We mentioned in a previous post that if you file a bona fide application for asylum, that application while pending will stop the accumulation of unlawful presence time in the United States. Which raises the question—what does it mean for an asylum application to be “bona fide”?
A “bona fide” application for asylum means that application has a reasonably arguable basis in fact or law, and is not frivolous. This interpretation is not in the text of the U.S. immigration statutes but rather comes from the Department of Homeland Security’s (DHS) interpretation. As the USCIS has explained:
DHS has interpreted the phrase “bona fide asylum application” to mean a properly filed asylum application that has a reasonably arguable basis in fact or law, and is not frivolous. If this is the case, unlawful presence does not accrue while the application is pending unless the alien engages in unauthorized employment. DHS considers the application for asylum to be pending during any administrative or judicial review (including review in Federal court).
See Memorandum from Donald Neufeld, Act. Assoc. Dir., Dom. Ops., to Field Leadership, Consolidation of Guidance Concerning Unlawful Presence for Purposes ofSections 212(a)(9)(B)(i) and 212(a)(9)(C)(i)(I) of the Act at 29 (May 6, 2009).

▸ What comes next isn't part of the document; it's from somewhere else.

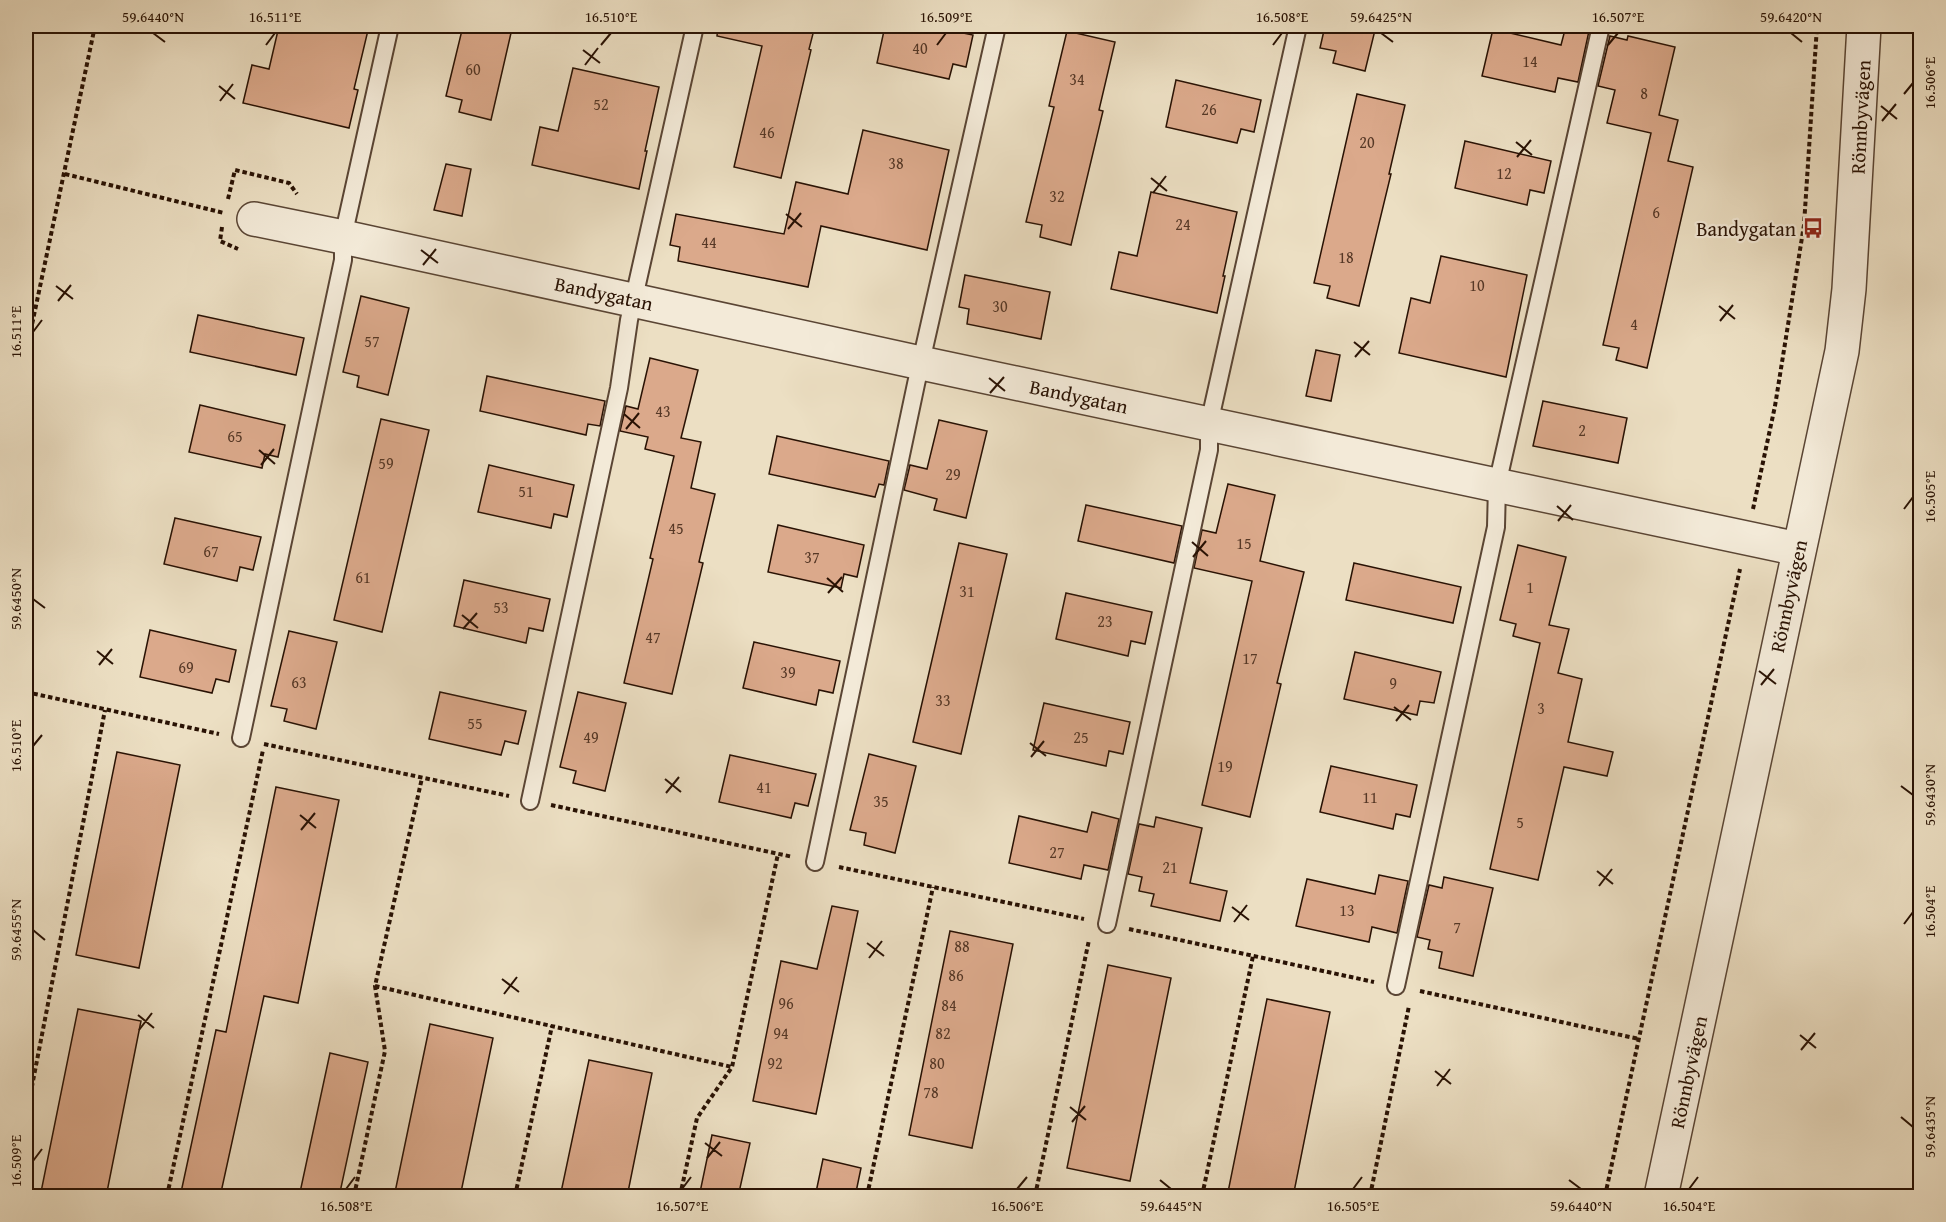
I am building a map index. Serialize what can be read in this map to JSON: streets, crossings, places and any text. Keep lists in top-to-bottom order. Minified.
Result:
{"streets":{"street":["Rönnbyvägen","Bandygatan"]},"crossings":[["Rönnbyvägen","Bandygatan"]],"places":{"bus stop":["Bandygatan"]},"house_numbers":["40","14","60","34","8","52","26","46","20","38","12","32","6","24","44","18","10","30","4","57","43","2","65","59","29","51","45","15","67","37","61","1","31","53","23","47","17","69","39","63","9","33","3","55","49","25","19","41","11","35","5","27","21","13","7","88","86","96","84","94","82","92","80","78"],"coordinates":["59.6440°N","16.511°E","16.510°E","16.509°E","16.508°E","59.6425°N","16.507°E","59.6420°N","16.506°E","16.505°E","59.6450°N","59.6430°N","16.504°E","59.6455°N","59.6435°N","59.6445°N"]}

That same memorandum also explained that an application for asylum can still be bona fide even if it is eventually denied, or if you eventually abandon the application:
A denial of an asylum claim is not determinative of whether the claim was bona fide for purposes of section 212(a)(9)(B)(iii)(ll) of the Act. Similarly, the abandonment of an application for asylum does not mean that the application was not bona fide. The Asylum Division within the Refugee, Asylum, and International Operations Directorate at USCIS’ HQ can provide guidance regarding whether a filing of an asylum application can be deemed “bona fide” based on the specific facts of the case and should be contacted, if there are any questions as to the determination.
Id.
A more recent USCIS order on an applicant’s appeal reiterated the findings above:
Under the current policy, Service interpreted the phrase “bona fide asylum application” to mean a properly filed asylum application that has a reasonably arguable basis in fact or law, and is not frivolous. A denial of an asylum claim is not determinative of whether the claim was bona fide for purposes of section 212(a)(9)(B)(i)(II) of the Act. Similarly, the abandonment of an application for asylum does not mean that the application was not bona fide.

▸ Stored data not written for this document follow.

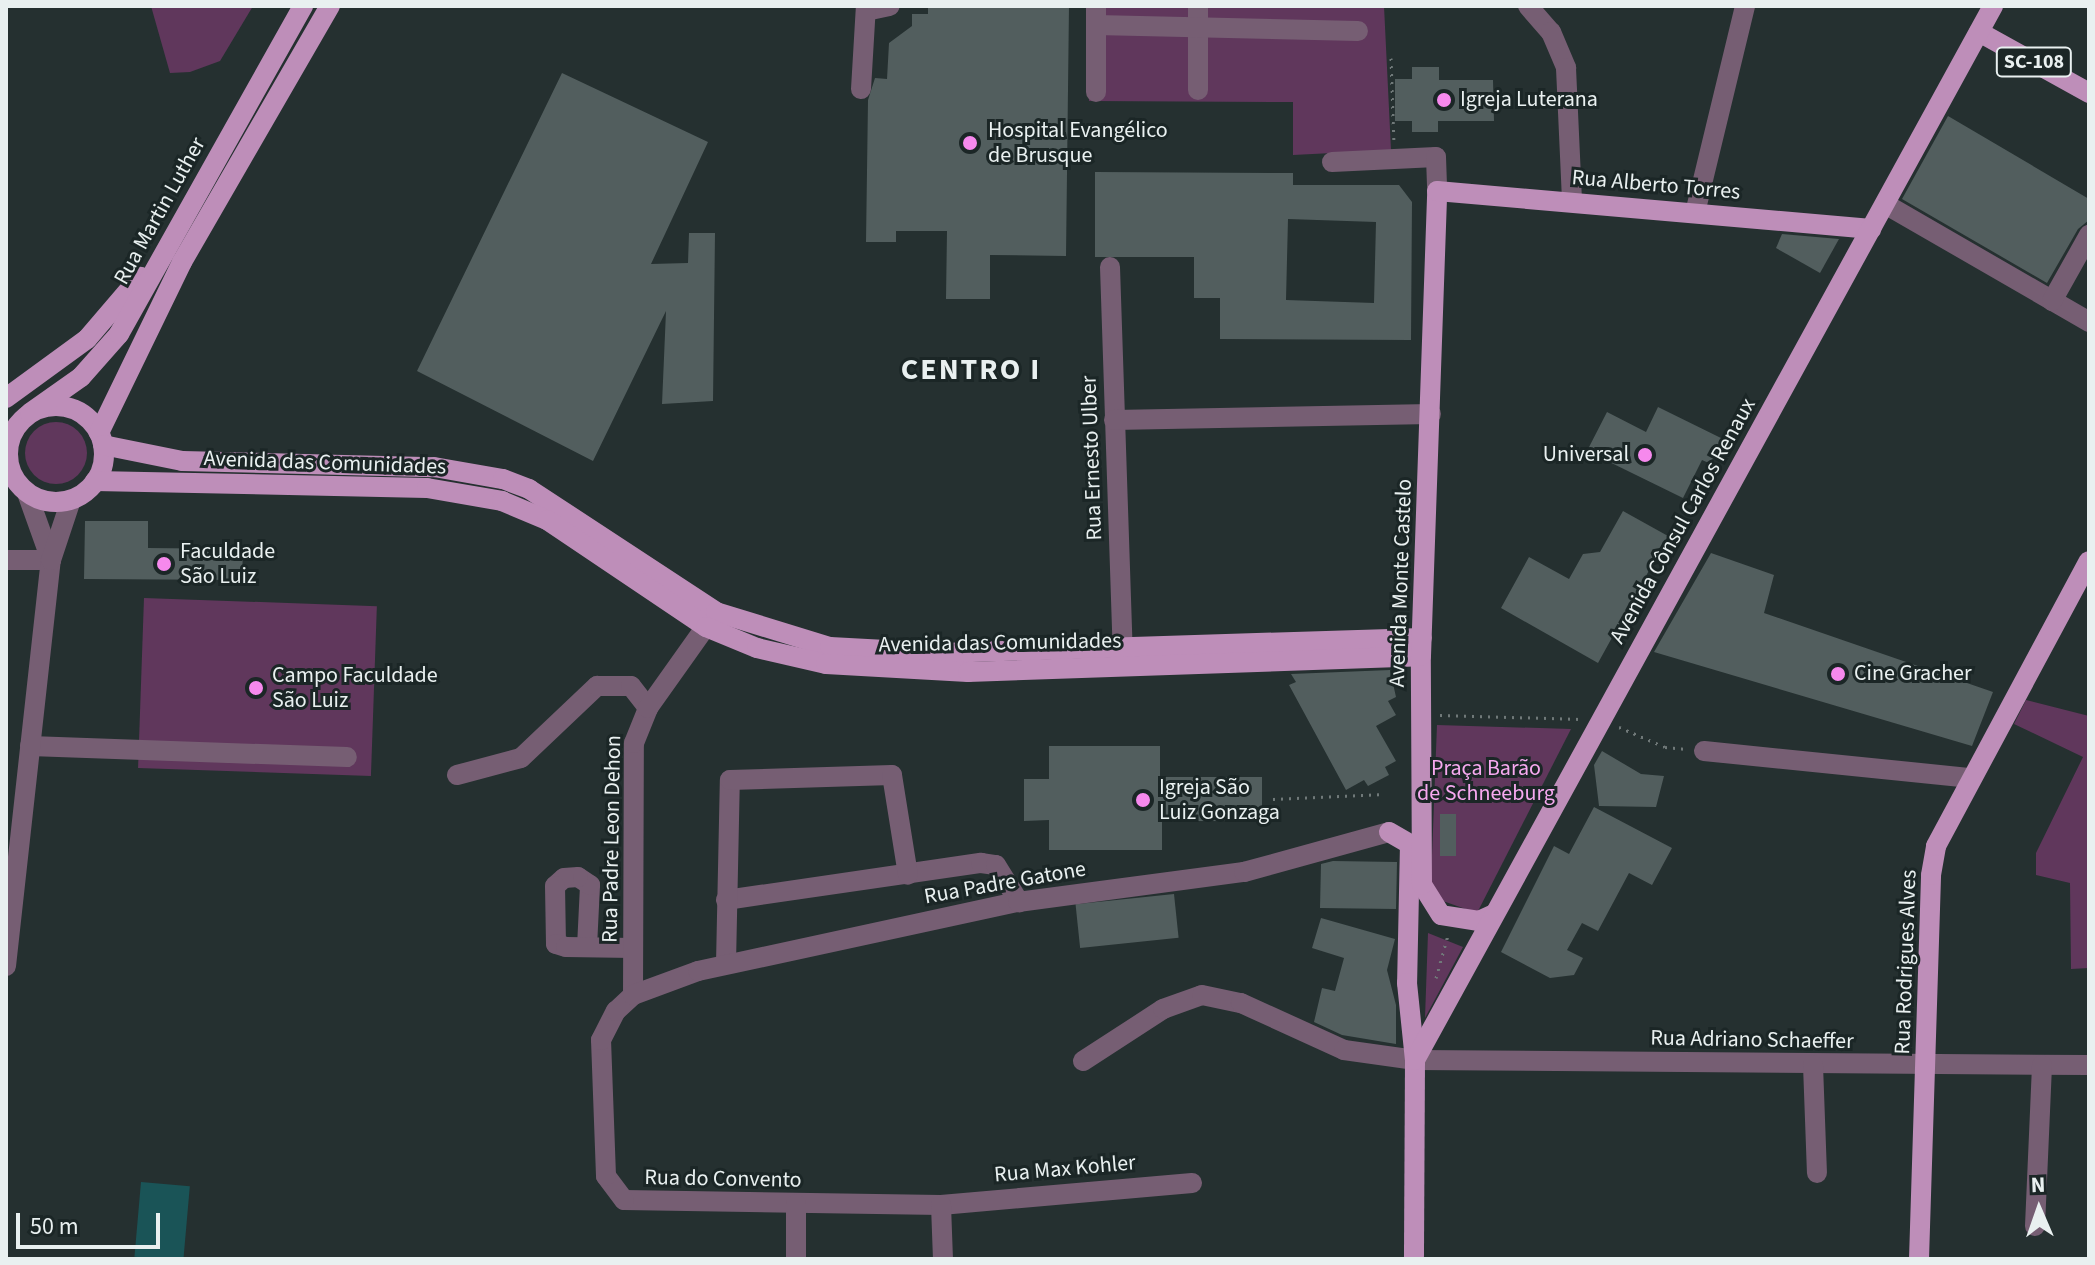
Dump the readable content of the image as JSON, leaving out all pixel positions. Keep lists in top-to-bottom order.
{
  "streets": {
    "main road": [
      "SC-108",
      "Rua Alberto Torres",
      "Rua Martin Luther",
      "Avenida das Comunidades",
      "Avenida Cônsul Carlos Renaux",
      "Avenida Monte Castelo",
      "Rua Rodrigues Alves"
    ],
    "street": [
      "Rua Ernesto Ulber",
      "Rua Padre Leon Dehon",
      "Rua Padre Gatone",
      "Rua Adriano Schaeffer",
      "Rua Max Kohler",
      "Rua do Convento"
    ]
  },
  "crossings": [
    ["SC-108", "Avenida Cônsul Carlos Renaux"],
    ["Rua Alberto Torres", "Avenida Cônsul Carlos Renaux"],
    ["Rua Alberto Torres", "Avenida Monte Castelo"],
    ["Rua Martin Luther", "Avenida das Comunidades"],
    ["Rua Ernesto Ulber", "Avenida das Comunidades"],
    ["Avenida das Comunidades", "Avenida Monte Castelo"],
    ["Avenida das Comunidades", "Rua Padre Leon Dehon"],
    ["Avenida Cônsul Carlos Renaux", "Rua Adriano Schaeffer"],
    ["Rua Padre Leon Dehon", "Rua Padre Gatone"],
    ["Rua Padre Leon Dehon", "Rua do Convento"],
    ["Rua Padre Gatone", "Rua do Convento"],
    ["Rua Rodrigues Alves", "Rua Adriano Schaeffer"],
    ["Rua Max Kohler", "Rua do Convento"]
  ],
  "districts": ["CENTRO I"],
  "parks": ["Praça Barão de Schneeburg"],
  "places": [
    "Igreja Luterana",
    "Hospital Evangélico de Brusque",
    "Universal",
    "Faculdade São Luiz",
    "Cine Gracher",
    "Campo Faculdade São Luiz",
    "Igreja São Luiz Gonzaga"
  ],
  "scale_bar": "50 m",
  "north": "top"
}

USCIS Administrative Appeals Office, Application for Waiver of Grounds of Inadmissibility under Sections 212(i) and 212(a)(9)(B)(v) of the Immigration and Nationality Act, 8 U.S.c. §§ 1182(i) and 1182(a)(9)(B)(v) at 5 (May 23, 2012).
Note that since the definition of a bona fide application is based on DHS’s and USCIS’s interpretations, rather than expressed by the text of the Immigration and Nationality Act, the definition may be subject to future policy changes in the executive branch.